Esta não será a exceção, mas a regra: as novas gerações não têm paciência para assistir a um jogo de futebol de uma forma linear. Quando se nem os próprios intervenientes, aqueles que fazem disso vida, dedicam pouco tempo ao fenómeno, o que dizer de todos os outros?
Isto levanta pelo menos duas questões: uma, do ponto de vista, do negócio; outra na forma como os treinadores são obrigados a adaptar-se do ponto de vista da gestão socioemocional.
Começando pela primeira: o próprio José Mourinho já o afirmou no passado, ainda nos tempos em que orientava o Tottenham - os jogadores de agora têm outros interesses, são frutos de outra cultura e não aceitam métodos ou discursos de um passado não muito distante.
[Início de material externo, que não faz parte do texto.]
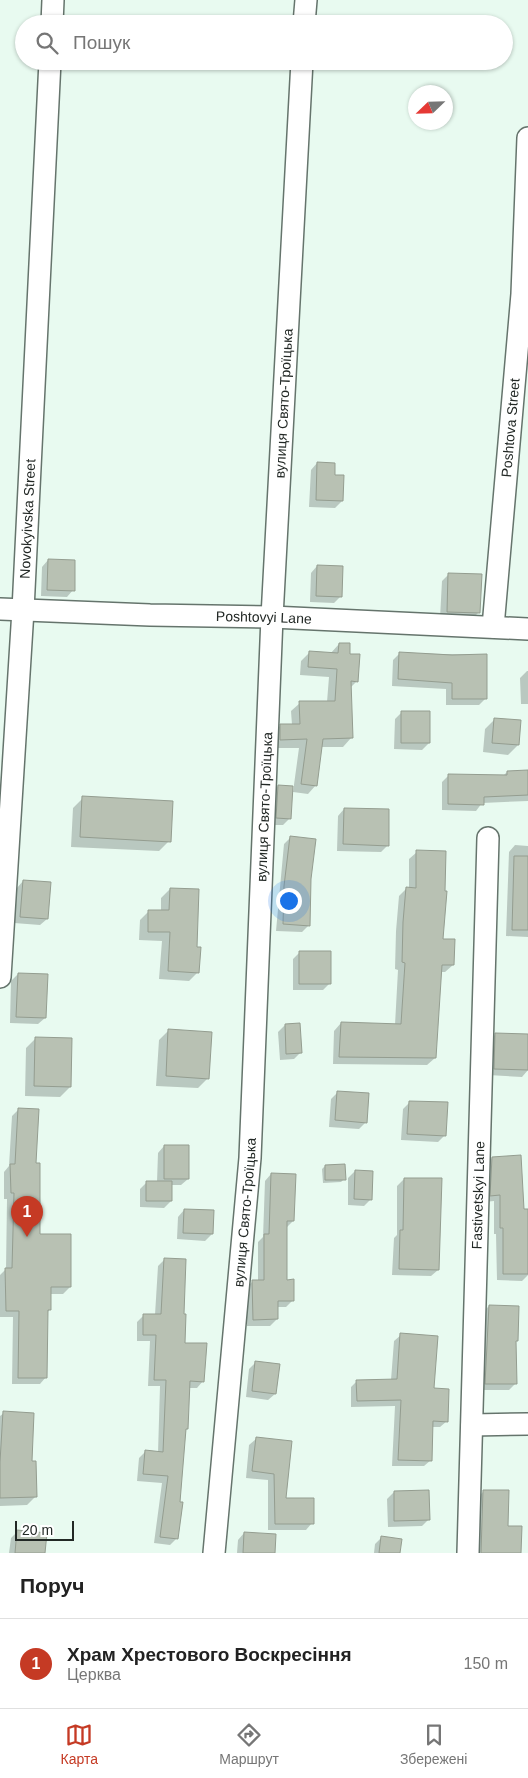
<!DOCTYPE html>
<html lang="uk">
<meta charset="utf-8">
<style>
:root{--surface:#fff;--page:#f6f6f6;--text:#222;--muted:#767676;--line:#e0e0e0;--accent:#c53a24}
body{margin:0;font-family:Helvetica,sans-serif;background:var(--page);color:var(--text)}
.compass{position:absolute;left:408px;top:85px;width:45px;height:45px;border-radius:50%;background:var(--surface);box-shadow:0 1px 4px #0004;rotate:247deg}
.scale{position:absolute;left:15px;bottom:12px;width:59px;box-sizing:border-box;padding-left:5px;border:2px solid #222825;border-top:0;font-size:14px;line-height:18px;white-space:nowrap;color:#222825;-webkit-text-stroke:4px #fff;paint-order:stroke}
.you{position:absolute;left:288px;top:900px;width:18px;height:18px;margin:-12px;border:4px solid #fff;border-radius:50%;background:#1a73e8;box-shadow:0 0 0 8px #1a73e833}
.badge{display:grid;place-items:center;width:32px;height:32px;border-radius:50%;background:var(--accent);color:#fff;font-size:16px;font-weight:700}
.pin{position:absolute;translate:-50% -41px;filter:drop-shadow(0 1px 2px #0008)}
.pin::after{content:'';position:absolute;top:26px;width:18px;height:15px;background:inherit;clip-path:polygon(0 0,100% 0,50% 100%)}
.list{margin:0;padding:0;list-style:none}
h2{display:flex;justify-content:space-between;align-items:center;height:65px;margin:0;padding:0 20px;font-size:21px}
h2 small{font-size:16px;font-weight:400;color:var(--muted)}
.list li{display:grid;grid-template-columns:32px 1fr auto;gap:15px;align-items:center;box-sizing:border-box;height:90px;padding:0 20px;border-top:1px solid var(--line)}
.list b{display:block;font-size:19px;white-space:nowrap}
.list p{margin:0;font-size:16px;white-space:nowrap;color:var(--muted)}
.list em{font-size:16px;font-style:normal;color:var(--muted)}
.icon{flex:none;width:28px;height:28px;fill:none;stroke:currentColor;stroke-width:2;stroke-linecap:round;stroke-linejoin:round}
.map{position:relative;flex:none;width:528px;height:1553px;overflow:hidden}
.search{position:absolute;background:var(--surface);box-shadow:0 1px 4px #0004;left:15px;right:15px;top:15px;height:55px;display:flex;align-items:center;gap:12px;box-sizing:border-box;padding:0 18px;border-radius:28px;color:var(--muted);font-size:19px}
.sheet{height:155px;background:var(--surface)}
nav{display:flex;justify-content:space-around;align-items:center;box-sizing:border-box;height:70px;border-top:1px solid var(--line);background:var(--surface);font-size:14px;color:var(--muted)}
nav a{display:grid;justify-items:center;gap:2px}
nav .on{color:var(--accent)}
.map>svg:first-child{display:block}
.shadow{fill:#0003}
.building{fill:#b8c1b3;stroke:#949d90}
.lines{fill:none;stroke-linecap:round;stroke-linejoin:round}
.minor-casing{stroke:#65746c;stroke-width:24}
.minor{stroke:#fff;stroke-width:21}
.labels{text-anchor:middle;stroke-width:4.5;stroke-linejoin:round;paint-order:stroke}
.street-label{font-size:14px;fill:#222825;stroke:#fff}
</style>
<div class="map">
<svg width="528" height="1553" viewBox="0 0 528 1553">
<rect width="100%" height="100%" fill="#e8faf0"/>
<path class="shadow" d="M 317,463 L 342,501 L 335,508 L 309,507 L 311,470 Z
M 48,560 L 73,590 L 67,597 L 41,596 L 42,567 Z
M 317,566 L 341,596 L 334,603 L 310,602 L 311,573 Z
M 449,574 L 479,612 L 472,619 L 440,618 L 442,581 Z
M 339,644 L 349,655 L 357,681 L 350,688 L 351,738 L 343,747 L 321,747 L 316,785 L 308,794 L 293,792 L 299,748 L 271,748 L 272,734 L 281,725 L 292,725 L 291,711 L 300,703 L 327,702 L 329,677 L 300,675 L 301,661 L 310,652 L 330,654 Z
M 400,653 L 486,655 L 486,698 L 479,705 L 446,705 L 446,689 L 392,686 L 393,660 Z
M 527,671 L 528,671 L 528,704 L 521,704 L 520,678 Z
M 402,712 L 429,743 L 422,750 L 394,749 L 395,719 Z
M 495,719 L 518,745 L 508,755 L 483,752 L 485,729 Z
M 507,772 L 528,772 L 528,801 L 482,803 L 476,811 L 442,810 L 442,782 L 449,775 L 503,776 Z
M 278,786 L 290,818 L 283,825 L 270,825 L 271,793 Z
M 83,798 L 169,841 L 159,851 L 71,847 L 73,808 Z
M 344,809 L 388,845 L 381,852 L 337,851 L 338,816 Z
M 291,837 L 310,879 L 309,925 L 302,932 L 276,931 L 284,844 Z
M 515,845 L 528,846 L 528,937 L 506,936 L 509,852 Z
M 417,852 L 441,940 L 453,965 L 445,972 L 441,972 L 435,1058 L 427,1065 L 333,1064 L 334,1031 L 341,1023 L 395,1025 L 398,970 L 395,969 L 396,931 L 399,896 L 407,888 L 409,889 L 409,859 Z
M 23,881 L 47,919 L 40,925 L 14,923 L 17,888 Z
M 170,889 L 196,948 L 198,972 L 189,981 L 159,979 L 162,941 L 139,940 L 140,920 L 149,911 L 161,911 L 161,898 Z
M 300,952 L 330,983 L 323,990 L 293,990 L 293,959 Z
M 18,974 L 45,1018 L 38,1024 L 10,1023 L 11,981 Z
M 285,1025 L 301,1052 L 294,1059 L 280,1060 L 278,1032 Z
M 169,1030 L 208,1078 L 198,1088 L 156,1086 L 159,1040 Z
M 496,1034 L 528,1036 L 528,1070 L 522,1077 L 488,1075 L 489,1041 Z
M 36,1038 L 70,1087 L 60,1097 L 25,1096 L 26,1048 Z
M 338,1092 L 366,1122 L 359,1129 L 329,1127 L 331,1099 Z
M 410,1102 L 445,1135 L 438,1142 L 401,1140 L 403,1109 Z
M 19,1109 L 35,1164 L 39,1235 L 70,1287 L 63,1294 L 50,1294 L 50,1309 L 47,1313 L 46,1377 L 40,1384 L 12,1384 L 13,1317 L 0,1317 L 0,1275 L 6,1269 L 7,1199 L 4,1199 L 4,1172 L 9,1166 L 12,1116 Z
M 164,1146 L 188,1179 L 181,1185 L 171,1185 L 171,1201 L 164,1208 L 140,1207 L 140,1189 L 147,1182 L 157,1182 L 158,1153 Z
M 492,1158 L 522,1210 L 528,1210 L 528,1275 L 522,1281 L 497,1280 L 496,1234 L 494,1234 L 494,1201 L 484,1202 L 485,1165 Z
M 325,1166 L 344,1179 L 341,1182 L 323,1183 L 322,1169 Z
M 355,1171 L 371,1199 L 364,1206 L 348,1205 L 348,1178 Z
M 271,1174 L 293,1221 L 286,1228 L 286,1281 L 293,1300 L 286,1307 L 277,1307 L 277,1319 L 270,1326 L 247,1326 L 246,1288 L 253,1281 L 258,1281 L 258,1242 L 263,1237 L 265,1181 Z
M 404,1179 L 438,1270 L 431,1276 L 392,1275 L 394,1238 L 397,1235 L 397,1186 Z
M 184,1210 L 212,1234 L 205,1241 L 177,1239 L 178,1217 Z
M 164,1260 L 183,1316 L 184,1344 L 206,1344 L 203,1381 L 197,1388 L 188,1388 L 187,1429 L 184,1431 L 177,1538 L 170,1545 L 154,1543 L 162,1483 L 137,1481 L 139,1458 L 145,1452 L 158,1453 L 160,1386 L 148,1386 L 150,1341 L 137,1341 L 137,1322 L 144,1315 L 155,1315 L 158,1266 Z
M 489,1306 L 516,1341 L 515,1342 L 516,1383 L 509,1390 L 479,1390 L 482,1313 Z
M 401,1335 L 433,1389 L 447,1421 L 440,1427 L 431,1427 L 431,1460 L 424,1466 L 392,1466 L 395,1406 L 351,1407 L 351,1387 L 357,1381 L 391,1380 L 394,1341 Z
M 256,1362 L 275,1394 L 268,1400 L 246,1397 L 249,1369 Z
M 4,1413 L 31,1462 L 36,1496 L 27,1505 L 0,1506 L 0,1416 Z
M 256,1439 L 291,1442 L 285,1499 L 312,1523 L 306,1530 L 268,1530 L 268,1480 L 246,1478 L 249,1445 Z
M 484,1491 L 507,1527 L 520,1553 L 475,1553 L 477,1498 Z
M 394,1492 L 428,1520 L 422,1526 L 388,1527 L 387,1499 Z
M 18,1531 L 43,1553 L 9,1553 L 11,1538 Z
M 244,1533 L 274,1553 L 237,1553 L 238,1540 Z
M 382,1537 L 399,1553 L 374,1553 L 375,1544 Z"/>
<path class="building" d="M 317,462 L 335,463 L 335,475 L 344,475 L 343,501 L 316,500 Z
M 48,559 L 75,560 L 75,591 L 47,590 Z
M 317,565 L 343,566 L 342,597 L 316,596 Z
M 448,573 L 482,574 L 480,613 L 447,612 Z
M 339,643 L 350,643 L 350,654 L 360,654 L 358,682 L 351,681 L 353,738 L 323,739 L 317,786 L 301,784 L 307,739 L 280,740 L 280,724 L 300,724 L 299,701 L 335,701 L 337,669 L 308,667 L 309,651 L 338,653 Z
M 399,652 L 452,655 L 487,654 L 487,699 L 452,699 L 452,683 L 398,679 Z
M 401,711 L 430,711 L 430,743 L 401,743 Z
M 494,718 L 521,720 L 519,745 L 492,743 Z
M 528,770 L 528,795 L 484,797 L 484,805 L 448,804 L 448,774 L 507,775 L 507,771 Z
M 278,785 L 293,786 L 291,819 L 276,818 Z
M 82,796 L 173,801 L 171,842 L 80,837 Z
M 344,808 L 389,809 L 389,846 L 343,844 Z
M 290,836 L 316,839 L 311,879 L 310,926 L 283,924 L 284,886 Z
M 416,850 L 446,851 L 445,891 L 447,891 L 443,939 L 455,939 L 454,965 L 442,965 L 436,1058 L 339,1057 L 341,1022 L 401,1024 L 405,963 L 402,962 L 403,922 L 406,887 L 416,888 Z
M 514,856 L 528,856 L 528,930 L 512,930 Z
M 23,880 L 51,882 L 48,919 L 20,917 Z
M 170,888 L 199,889 L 197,947 L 201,947 L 199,973 L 168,971 L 170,932 L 148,932 L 148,910 L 169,910 Z
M 299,951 L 331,951 L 331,984 L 299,984 Z
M 18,973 L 48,974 L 46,1018 L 16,1017 Z
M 300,1023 L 302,1053 L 286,1054 L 285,1024 Z
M 168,1029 L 212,1032 L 209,1079 L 166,1076 Z
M 495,1033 L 528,1034 L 528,1070 L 494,1069 Z
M 35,1037 L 72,1038 L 71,1087 L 34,1086 Z
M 337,1091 L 369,1093 L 367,1123 L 335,1120 Z
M 409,1101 L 448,1102 L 446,1136 L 407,1134 Z
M 18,1108 L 39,1109 L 36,1163 L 40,1163 L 40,1234 L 71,1234 L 71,1287 L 51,1287 L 51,1310 L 48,1310 L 47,1378 L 18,1378 L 19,1311 L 6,1311 L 5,1268 L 12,1268 L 14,1193 L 11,1193 L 10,1164 L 15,1164 Z
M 164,1145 L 189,1145 L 189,1179 L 164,1179 Z
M 521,1155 L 524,1209 L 528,1209 L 528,1274 L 503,1274 L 503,1228 L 500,1228 L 500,1195 L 490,1196 L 492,1157 Z
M 345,1164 L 346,1180 L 325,1180 L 325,1165 Z
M 355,1170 L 373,1171 L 372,1200 L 354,1199 Z
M 271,1173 L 296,1174 L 294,1221 L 287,1221 L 287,1280 L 294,1279 L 294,1301 L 278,1301 L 278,1319 L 253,1320 L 252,1280 L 264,1280 L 264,1234 L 269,1234 Z
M 404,1178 L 442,1178 L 439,1270 L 399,1269 L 400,1230 L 403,1230 Z
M 146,1181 L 172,1181 L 172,1201 L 146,1201 Z
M 184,1209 L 214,1210 L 213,1234 L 183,1233 Z
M 164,1258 L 186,1259 L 184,1314 L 186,1314 L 185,1343 L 207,1343 L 204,1382 L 190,1381 L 188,1429 L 186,1429 L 180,1502 L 183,1502 L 178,1539 L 160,1537 L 168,1476 L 143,1474 L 145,1450 L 163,1452 L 166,1380 L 154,1380 L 156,1335 L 143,1335 L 143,1314 L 161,1314 Z
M 489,1305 L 519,1306 L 518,1341 L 516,1341 L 517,1384 L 485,1384 Z
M 400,1333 L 438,1336 L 434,1388 L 449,1389 L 448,1422 L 433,1421 L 432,1461 L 398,1460 L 401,1400 L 357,1401 L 356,1380 L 397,1379 Z
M 255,1361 L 280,1364 L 276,1394 L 252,1391 Z
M 3,1411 L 34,1413 L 32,1461 L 36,1461 L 37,1497 L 0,1498 L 0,1462 Z
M 256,1437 L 292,1441 L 286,1498 L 314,1498 L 314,1524 L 275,1524 L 274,1474 L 252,1471 Z
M 429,1490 L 430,1520 L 394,1521 L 394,1491 Z
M 483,1490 L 509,1490 L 508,1526 L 522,1526 L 521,1553 L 481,1553 Z
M 17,1530 L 47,1533 L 45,1553 L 15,1553 Z
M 244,1532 L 276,1534 L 275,1553 L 243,1553 Z
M 381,1536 L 402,1539 L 400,1553 L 379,1553 Z"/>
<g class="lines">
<defs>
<g id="minor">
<path d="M 52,24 L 53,0"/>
<path d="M 304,24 L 306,0"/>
<path id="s1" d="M 0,609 L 150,615 L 272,617 L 528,629"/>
<path id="s2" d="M 493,627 L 522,294 L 528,138"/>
<path id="s3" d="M 0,977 L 23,610 L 50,61"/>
<path d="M 472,1425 L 528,1424"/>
<path id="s4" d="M 214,1553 L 250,1158 L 272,617 L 302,61"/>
<path id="s5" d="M 468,1553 L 488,838"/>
</g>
</defs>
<use href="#minor" class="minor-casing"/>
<use href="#minor" class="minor"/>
</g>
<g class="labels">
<g class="street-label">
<text dy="5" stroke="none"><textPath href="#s4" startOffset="1152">вулиця Свято-Троїцька</textPath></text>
<text dy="5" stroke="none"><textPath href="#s2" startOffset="200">Poshtova Street</textPath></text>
<text dy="5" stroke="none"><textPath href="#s3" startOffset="459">Novokyivska Street</textPath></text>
<text dy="5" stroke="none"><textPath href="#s1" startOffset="264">Poshtovyi Lane</textPath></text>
<text dy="5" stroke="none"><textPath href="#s4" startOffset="748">вулиця Свято-Троїцька</textPath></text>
<text dy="5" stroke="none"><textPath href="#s5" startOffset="358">Fastivetskyi Lane</textPath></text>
<text dy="5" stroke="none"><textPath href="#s4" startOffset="342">вулиця Свято-Троїцька</textPath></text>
</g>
</g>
</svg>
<svg class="compass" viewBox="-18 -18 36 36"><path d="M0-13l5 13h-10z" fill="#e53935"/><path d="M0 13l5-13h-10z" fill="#767676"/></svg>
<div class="scale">20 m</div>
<div class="you"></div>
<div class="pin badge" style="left:27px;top:1237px">1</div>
<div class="search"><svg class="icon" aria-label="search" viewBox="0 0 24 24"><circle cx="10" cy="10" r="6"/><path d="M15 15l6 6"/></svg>Пошук</div>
</div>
<section class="sheet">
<h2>Поруч<small></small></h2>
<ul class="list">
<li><span class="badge">1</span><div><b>Храм Хрестового Воскресіння</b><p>Церква</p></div><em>150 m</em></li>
</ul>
</section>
<nav>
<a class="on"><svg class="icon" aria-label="map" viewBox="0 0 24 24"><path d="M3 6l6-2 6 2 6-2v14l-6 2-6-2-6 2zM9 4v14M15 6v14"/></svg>Карта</a>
<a><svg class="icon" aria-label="directions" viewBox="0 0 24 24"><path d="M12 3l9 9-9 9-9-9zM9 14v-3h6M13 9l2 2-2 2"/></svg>Маршрут</a>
<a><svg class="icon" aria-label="saved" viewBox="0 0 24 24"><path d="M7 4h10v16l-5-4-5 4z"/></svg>Збережені</a>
</nav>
O atual treinador do Benfica tentou reinventar-se, seja pela presença nas redes sociais ou na tentativa de absorver o que pensam e sentem os jovens de agora, e desse conhecimento resulta o sucesso ou insucesso. Só o tempo o dirá, mas parece evidente que Mourinho encontra-se agora naquela fase da vida (e de treinador) em que tenta perceber o que mudou e movimenta-se em função dos novos ventos em vez de impor um modo de estar que resultou noutra era, com plantéis feitos de outra massa e inseridos num caldo cultural comum a jogadores e líder técnico. Antes era uma espécie de irmão mais velho, agora assume uma figura paternal.
Mas se para os treinadores este desafio geracional pode representar um estímulo, o mesmo não se aplica aos modelos de negócio. Não acredito que o futebol como produto de consumo possa vir a valer mais no futuro se os futuros consumidores não forem ávidos espectadores de jogos.
Não sabemos se vai demorar 5, 10 ou 20 anos, mas começa a haver uma preocupação generalizada em clubes e operadores sobre uma bolha que possa estar a rebentar relativamente ao valor dos direitos televisivos. A questão não é nova, mas em Portugal ganha outra vez relevância a partir do momento em que ainda há uma centralização para negociar. Saber o que vale realmente o campeonato nacional num mercado em baixa é crucial (basta ver a queda em França ou o regresso dos jogos da liga espanhola em sinal aberto na Ásia para recuperar o interesse) e nem o mais otimista acredita que o produto vale hoje mais do que valia há cinco ou dez anos. Não só pelas deficiências estruturais da prova (estádios vazios, quadros competitivos desadequados e demasiada desigualdade) mas também pelo perfil de milhões de consumidores do futuro, que poderão encarar aquelas partidas como papel de parede: está lá, mas é algo que não se sente."